Washington, D.C. – On March 23, the Centers for Medicare & Medicaid Services (CMS) released the long awaited application and designation process for Advanced Diagnostic Laboratory Tests (ADLTs) as required by the market-based payment reforms enacted in Section 216 of the Protecting Access to Medicare Act of 2014 (PAMA). The Coalition for 21st Century Medicine (C21) strongly supported the enactment of these PAMA requirements to establish transparent, predictable and market-based pricing for new innovative clinical diagnostic laboratory tests.
New ADLTs will be paid at a rate equal to their actual list charge during an initial period of three calendar quarters. After the initial period, the payment amount for a new ADLT will be based on the weighted median of private payor rates from data collected by the laboratory.
“C21 commends CMS for finalizing the ADLT application and designation process,” said Hannah Murphy, Executive Director of C21. “We believe the ADLT process can serve as a catalyst for innovative tests that benefit patients by personalizing critical medical treatment decisions.”

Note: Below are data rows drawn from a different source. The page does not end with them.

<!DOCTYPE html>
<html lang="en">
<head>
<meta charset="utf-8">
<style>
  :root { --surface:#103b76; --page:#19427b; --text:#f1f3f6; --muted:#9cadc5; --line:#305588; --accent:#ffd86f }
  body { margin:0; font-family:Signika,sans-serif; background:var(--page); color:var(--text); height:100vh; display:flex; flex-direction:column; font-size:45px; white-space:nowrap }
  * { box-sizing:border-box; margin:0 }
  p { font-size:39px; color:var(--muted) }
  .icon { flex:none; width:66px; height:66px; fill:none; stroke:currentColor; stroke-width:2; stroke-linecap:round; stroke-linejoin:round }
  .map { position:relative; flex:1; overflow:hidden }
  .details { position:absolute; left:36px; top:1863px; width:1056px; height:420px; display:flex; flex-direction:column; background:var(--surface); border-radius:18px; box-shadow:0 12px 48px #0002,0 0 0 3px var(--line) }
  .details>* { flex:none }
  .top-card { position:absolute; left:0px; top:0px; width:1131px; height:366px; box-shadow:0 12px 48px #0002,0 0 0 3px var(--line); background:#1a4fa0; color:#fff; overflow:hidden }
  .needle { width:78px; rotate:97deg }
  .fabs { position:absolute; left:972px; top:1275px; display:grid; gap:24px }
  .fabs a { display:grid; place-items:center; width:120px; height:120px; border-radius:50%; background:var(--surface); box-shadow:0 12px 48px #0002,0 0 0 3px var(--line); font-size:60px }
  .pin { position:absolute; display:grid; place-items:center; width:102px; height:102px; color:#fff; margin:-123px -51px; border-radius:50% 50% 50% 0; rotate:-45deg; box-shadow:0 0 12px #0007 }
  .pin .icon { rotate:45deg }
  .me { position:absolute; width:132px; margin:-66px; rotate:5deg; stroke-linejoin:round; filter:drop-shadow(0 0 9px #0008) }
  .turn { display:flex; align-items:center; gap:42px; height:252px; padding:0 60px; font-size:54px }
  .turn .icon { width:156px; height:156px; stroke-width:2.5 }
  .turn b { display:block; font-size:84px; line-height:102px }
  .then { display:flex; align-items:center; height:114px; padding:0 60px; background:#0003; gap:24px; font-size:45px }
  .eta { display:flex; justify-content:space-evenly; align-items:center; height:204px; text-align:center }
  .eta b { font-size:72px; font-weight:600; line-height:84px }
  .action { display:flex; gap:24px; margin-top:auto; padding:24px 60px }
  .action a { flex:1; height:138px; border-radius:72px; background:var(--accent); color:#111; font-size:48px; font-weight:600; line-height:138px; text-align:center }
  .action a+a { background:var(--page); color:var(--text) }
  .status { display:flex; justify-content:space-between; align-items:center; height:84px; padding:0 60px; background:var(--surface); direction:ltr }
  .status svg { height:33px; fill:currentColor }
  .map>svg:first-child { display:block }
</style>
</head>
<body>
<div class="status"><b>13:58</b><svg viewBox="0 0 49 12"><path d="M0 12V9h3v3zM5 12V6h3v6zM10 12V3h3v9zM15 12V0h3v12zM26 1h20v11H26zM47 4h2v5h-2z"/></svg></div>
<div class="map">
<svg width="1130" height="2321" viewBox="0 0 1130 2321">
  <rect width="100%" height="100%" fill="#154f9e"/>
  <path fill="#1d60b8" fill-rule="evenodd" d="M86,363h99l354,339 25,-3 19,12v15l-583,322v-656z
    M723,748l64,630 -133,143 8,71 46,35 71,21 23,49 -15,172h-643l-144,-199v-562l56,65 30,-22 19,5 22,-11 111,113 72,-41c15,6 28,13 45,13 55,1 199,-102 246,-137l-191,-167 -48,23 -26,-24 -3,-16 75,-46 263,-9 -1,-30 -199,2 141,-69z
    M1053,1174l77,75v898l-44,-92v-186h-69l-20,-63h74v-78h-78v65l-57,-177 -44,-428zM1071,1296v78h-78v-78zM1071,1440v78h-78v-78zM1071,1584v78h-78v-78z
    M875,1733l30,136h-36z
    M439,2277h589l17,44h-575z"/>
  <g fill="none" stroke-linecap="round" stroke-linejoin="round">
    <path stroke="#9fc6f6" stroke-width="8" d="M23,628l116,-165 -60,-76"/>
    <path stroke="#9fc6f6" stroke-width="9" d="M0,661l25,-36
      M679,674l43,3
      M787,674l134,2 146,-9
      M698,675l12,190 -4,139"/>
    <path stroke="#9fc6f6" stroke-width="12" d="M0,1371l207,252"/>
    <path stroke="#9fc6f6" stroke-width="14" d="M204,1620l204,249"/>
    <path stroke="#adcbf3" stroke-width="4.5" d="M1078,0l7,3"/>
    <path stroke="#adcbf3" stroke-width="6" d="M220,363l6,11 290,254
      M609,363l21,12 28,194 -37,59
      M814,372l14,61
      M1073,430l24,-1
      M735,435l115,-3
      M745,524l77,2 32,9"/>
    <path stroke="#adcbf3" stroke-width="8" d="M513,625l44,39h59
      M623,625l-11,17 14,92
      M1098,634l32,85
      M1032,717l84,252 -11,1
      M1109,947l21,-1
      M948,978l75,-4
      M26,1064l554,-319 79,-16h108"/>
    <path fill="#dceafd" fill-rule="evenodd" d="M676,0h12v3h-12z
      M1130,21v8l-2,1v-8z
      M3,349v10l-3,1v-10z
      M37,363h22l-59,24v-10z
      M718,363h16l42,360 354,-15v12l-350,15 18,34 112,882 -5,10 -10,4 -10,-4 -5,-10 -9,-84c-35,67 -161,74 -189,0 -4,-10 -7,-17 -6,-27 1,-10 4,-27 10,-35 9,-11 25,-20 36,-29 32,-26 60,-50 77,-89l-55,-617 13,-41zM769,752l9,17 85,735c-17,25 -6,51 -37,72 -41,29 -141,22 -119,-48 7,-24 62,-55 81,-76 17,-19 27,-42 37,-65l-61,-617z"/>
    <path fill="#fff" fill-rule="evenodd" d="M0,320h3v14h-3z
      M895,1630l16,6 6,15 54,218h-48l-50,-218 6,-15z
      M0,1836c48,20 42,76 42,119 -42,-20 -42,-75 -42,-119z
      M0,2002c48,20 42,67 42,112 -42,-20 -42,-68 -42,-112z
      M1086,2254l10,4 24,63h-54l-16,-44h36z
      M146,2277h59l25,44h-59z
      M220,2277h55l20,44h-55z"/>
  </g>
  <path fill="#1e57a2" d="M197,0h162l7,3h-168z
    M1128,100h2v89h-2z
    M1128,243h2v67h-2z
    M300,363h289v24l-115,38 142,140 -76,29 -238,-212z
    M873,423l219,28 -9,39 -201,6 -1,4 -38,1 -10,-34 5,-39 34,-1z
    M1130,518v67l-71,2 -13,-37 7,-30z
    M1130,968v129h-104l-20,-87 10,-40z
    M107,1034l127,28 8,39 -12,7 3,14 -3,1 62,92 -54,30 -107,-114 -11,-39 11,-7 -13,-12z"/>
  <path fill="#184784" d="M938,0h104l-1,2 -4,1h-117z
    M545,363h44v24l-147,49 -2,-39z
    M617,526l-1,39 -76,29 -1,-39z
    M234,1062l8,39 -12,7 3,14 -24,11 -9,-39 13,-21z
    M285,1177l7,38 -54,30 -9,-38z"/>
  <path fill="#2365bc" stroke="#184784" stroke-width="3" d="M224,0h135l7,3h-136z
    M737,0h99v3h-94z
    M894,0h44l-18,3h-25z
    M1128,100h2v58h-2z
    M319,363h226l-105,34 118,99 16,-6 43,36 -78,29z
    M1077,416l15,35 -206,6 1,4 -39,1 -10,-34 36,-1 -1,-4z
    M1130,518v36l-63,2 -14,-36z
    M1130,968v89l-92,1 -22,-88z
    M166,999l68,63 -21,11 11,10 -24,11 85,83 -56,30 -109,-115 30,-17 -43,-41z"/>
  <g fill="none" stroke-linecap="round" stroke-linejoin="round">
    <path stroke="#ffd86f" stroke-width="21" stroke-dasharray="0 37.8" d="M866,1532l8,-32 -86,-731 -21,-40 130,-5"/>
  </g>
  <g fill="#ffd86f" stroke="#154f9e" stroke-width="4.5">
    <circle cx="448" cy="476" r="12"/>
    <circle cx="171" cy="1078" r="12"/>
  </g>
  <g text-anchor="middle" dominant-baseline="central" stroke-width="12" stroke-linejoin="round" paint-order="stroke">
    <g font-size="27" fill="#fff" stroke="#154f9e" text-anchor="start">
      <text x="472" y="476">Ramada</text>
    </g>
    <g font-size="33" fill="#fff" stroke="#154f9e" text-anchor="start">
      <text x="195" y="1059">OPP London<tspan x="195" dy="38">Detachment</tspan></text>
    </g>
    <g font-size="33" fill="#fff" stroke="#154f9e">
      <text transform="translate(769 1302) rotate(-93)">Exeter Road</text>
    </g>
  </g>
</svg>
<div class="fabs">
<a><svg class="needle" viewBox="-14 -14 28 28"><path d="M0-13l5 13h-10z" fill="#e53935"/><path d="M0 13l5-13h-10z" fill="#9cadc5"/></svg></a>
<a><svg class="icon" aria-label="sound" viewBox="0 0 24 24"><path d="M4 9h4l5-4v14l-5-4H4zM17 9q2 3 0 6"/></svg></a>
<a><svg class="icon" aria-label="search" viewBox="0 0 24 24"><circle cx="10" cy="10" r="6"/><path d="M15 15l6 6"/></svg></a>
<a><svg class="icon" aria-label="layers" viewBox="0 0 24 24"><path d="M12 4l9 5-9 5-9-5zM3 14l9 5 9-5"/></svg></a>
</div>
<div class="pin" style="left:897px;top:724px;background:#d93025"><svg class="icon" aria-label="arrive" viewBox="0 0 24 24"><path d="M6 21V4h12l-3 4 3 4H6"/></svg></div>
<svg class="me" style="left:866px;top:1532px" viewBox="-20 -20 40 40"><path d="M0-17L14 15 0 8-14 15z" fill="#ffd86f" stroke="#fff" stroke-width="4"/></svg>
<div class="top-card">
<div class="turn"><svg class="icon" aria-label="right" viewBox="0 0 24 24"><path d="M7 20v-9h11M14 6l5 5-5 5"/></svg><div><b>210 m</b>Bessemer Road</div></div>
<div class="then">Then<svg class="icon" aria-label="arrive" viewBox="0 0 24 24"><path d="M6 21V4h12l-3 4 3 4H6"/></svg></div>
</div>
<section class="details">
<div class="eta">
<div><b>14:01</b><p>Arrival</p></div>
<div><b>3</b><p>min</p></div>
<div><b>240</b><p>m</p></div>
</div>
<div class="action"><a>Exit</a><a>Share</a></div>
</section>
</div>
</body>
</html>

C21 will review the additional guidance for laboratories on ADLT determination from CMS and plans to provide comment to the agency on topics such as the evidence requested to demonstrate that a test provides new clinical diagnostic information.
About the Coalition for 21st Century Medicine
The Coalition for 21st Century Medicine’s mission is to improve the quality of healthcare by encouraging research, development, and commercialization of innovative diagnostic technologies that will personalize patient care, improve patient outcomes, and substantially reduce healthcare costs. The group’s members include Bioarray Genetics, Biocept, Biodesix, Biotheranostics, CardioDx, CareDx, Castle Biosciences, Counsyl, Foundation Medicine, GE, Genetic Alliance, Genomic Health, Guardant Health, Illumina, Inivata, Kleiner Perkins Caufield & Byers, MDxHealth, Myriad Genetic Laboratories, Prometheus, Sera Prognostics, Vermillion, and Veracyte.